What you need to do
Your output should be each line from the material below that has the word "search".

Working data

++++++++++++++++++++

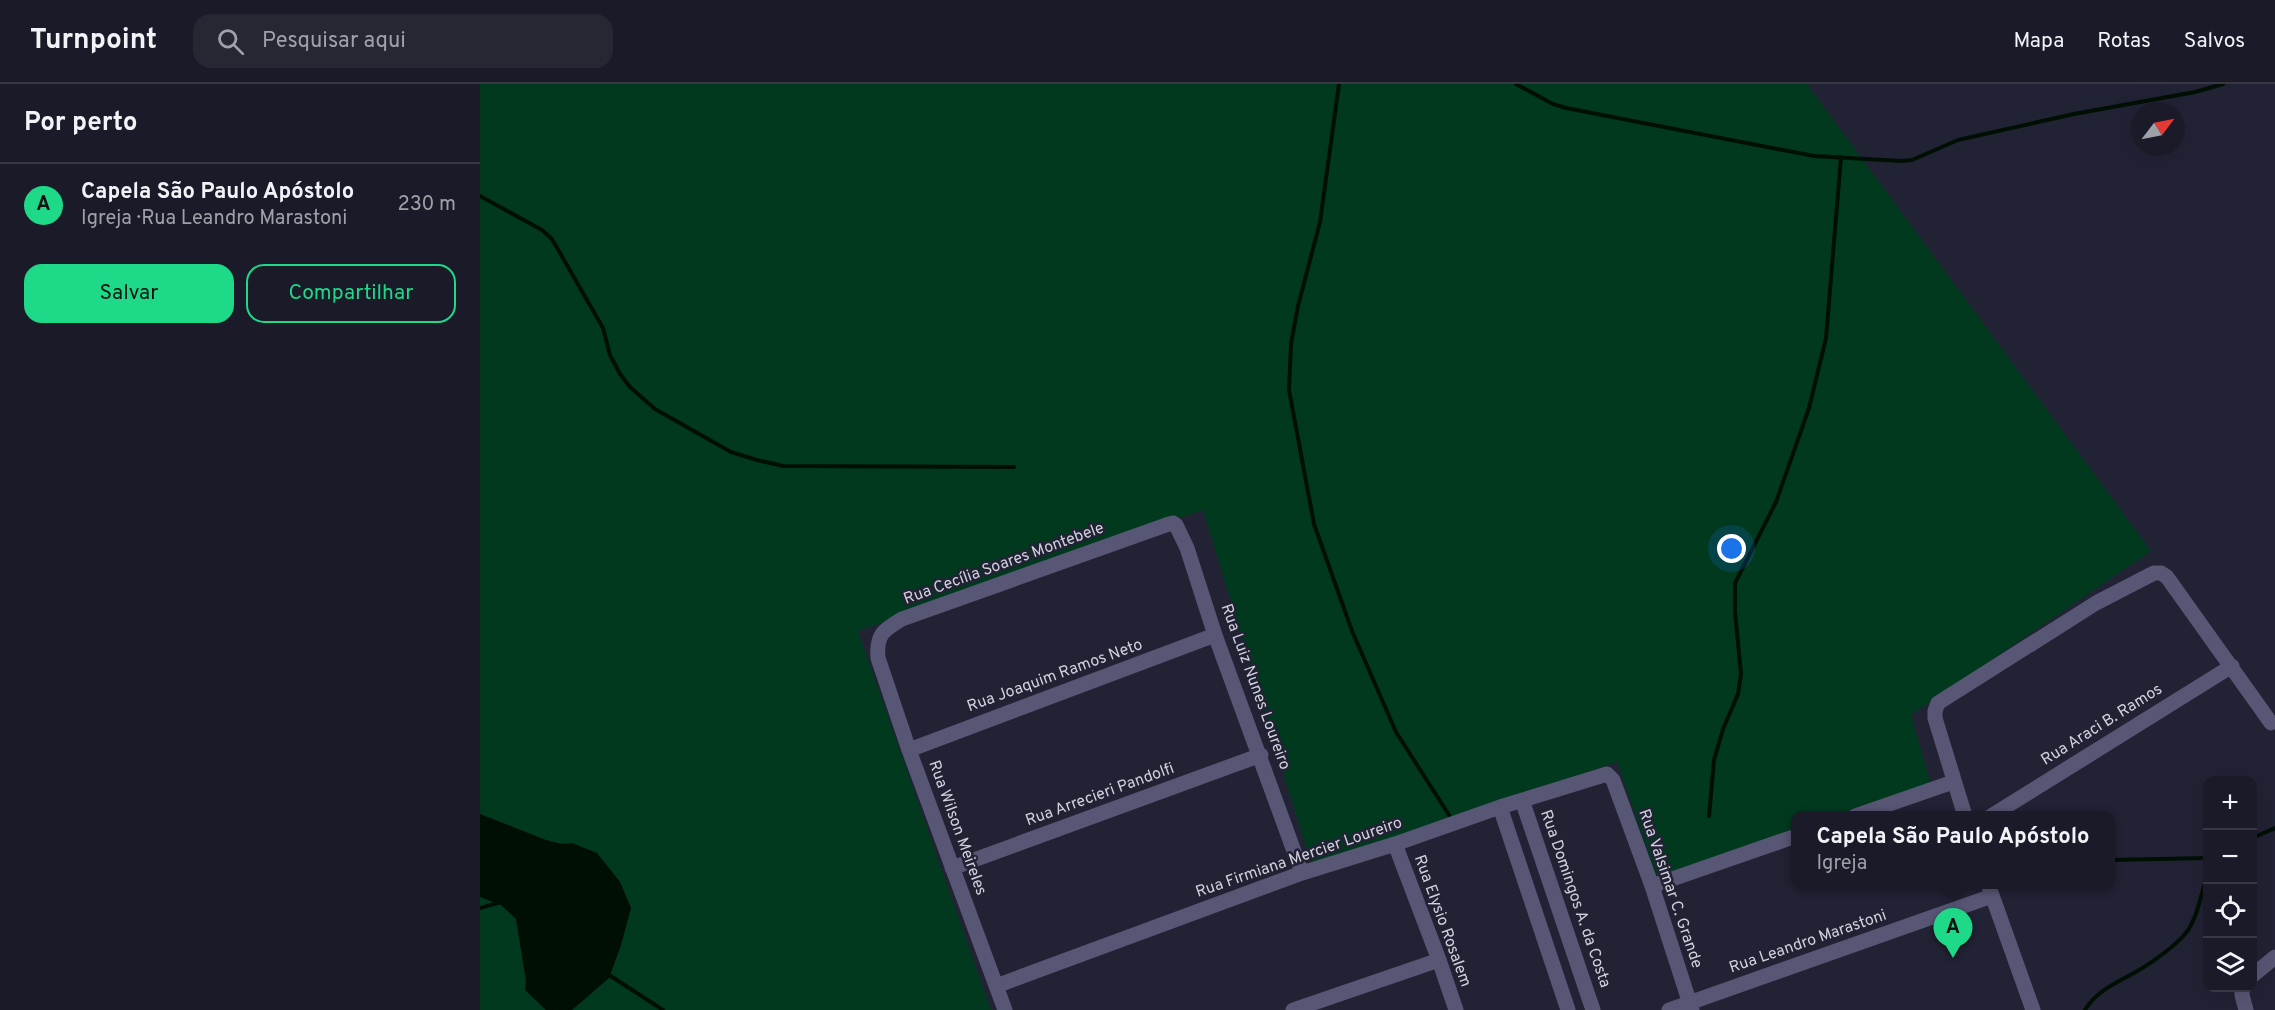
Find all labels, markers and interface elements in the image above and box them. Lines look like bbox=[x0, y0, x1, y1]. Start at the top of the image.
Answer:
search box bbox=[193, 14, 613, 68]
text: Turnpoint bbox=[30, 23, 157, 59]
icon: search bbox=[214, 25, 247, 58]
text: Pesquisar aqui bbox=[262, 28, 406, 55]
text: Mapa bbox=[2014, 28, 2064, 55]
text: Rotas bbox=[2097, 28, 2151, 55]
text: Salvos bbox=[2184, 28, 2245, 55]
north arrow bbox=[2131, 102, 2185, 156]
text: Por perto bbox=[24, 107, 138, 140]
text: Capela São Paulo Apóstolo bbox=[81, 179, 354, 206]
text: A bbox=[36, 192, 51, 218]
text: 230 m bbox=[397, 192, 456, 218]
text: Igreja · Rua Leandro Marastoni bbox=[81, 206, 347, 232]
button: Salvar bbox=[24, 264, 234, 323]
button: Compartilhar bbox=[246, 264, 456, 323]
street label: Rua Cecília Soares Montebele bbox=[901, 518, 1107, 610]
your location bbox=[1717, 534, 1746, 563]
street label: Rua Luiz Nunes Loureiro bbox=[1216, 601, 1294, 773]
street label: Rua Joaquim Ramos Neto bbox=[965, 635, 1145, 717]
street label: Rua Araci B. Ramos bbox=[2038, 680, 2166, 770]
street label: Rua Wilson Meireles bbox=[923, 758, 991, 898]
street label: Rua Arrecieri Pandolfi bbox=[1023, 759, 1177, 831]
map controls bbox=[2203, 776, 2257, 992]
button: + bbox=[2203, 776, 2257, 830]
street label: Rua Domingos A. da Costa bbox=[1535, 807, 1615, 991]
street label: Rua Valsimar C. Grande bbox=[1633, 807, 1707, 971]
popup bbox=[1791, 811, 2115, 889]
street label: Rua Firmiana Mercier Loureiro bbox=[1193, 813, 1405, 903]
text: Capela São Paulo Apóstolo bbox=[1816, 824, 2090, 851]
button: − bbox=[2203, 830, 2257, 884]
text: Igreja bbox=[1816, 851, 1867, 877]
street label: Rua Elysio Rosalem bbox=[1409, 852, 1475, 990]
button: locate bbox=[2203, 884, 2257, 938]
street label: Rua Leandro Marastoni bbox=[1727, 906, 1889, 978]
pin: A bbox=[1934, 908, 1972, 958]
button: layers bbox=[2203, 938, 2257, 992]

++++++++++++++++++++

Result below
search box bbox=[193, 14, 613, 68]
icon: search bbox=[214, 25, 247, 58]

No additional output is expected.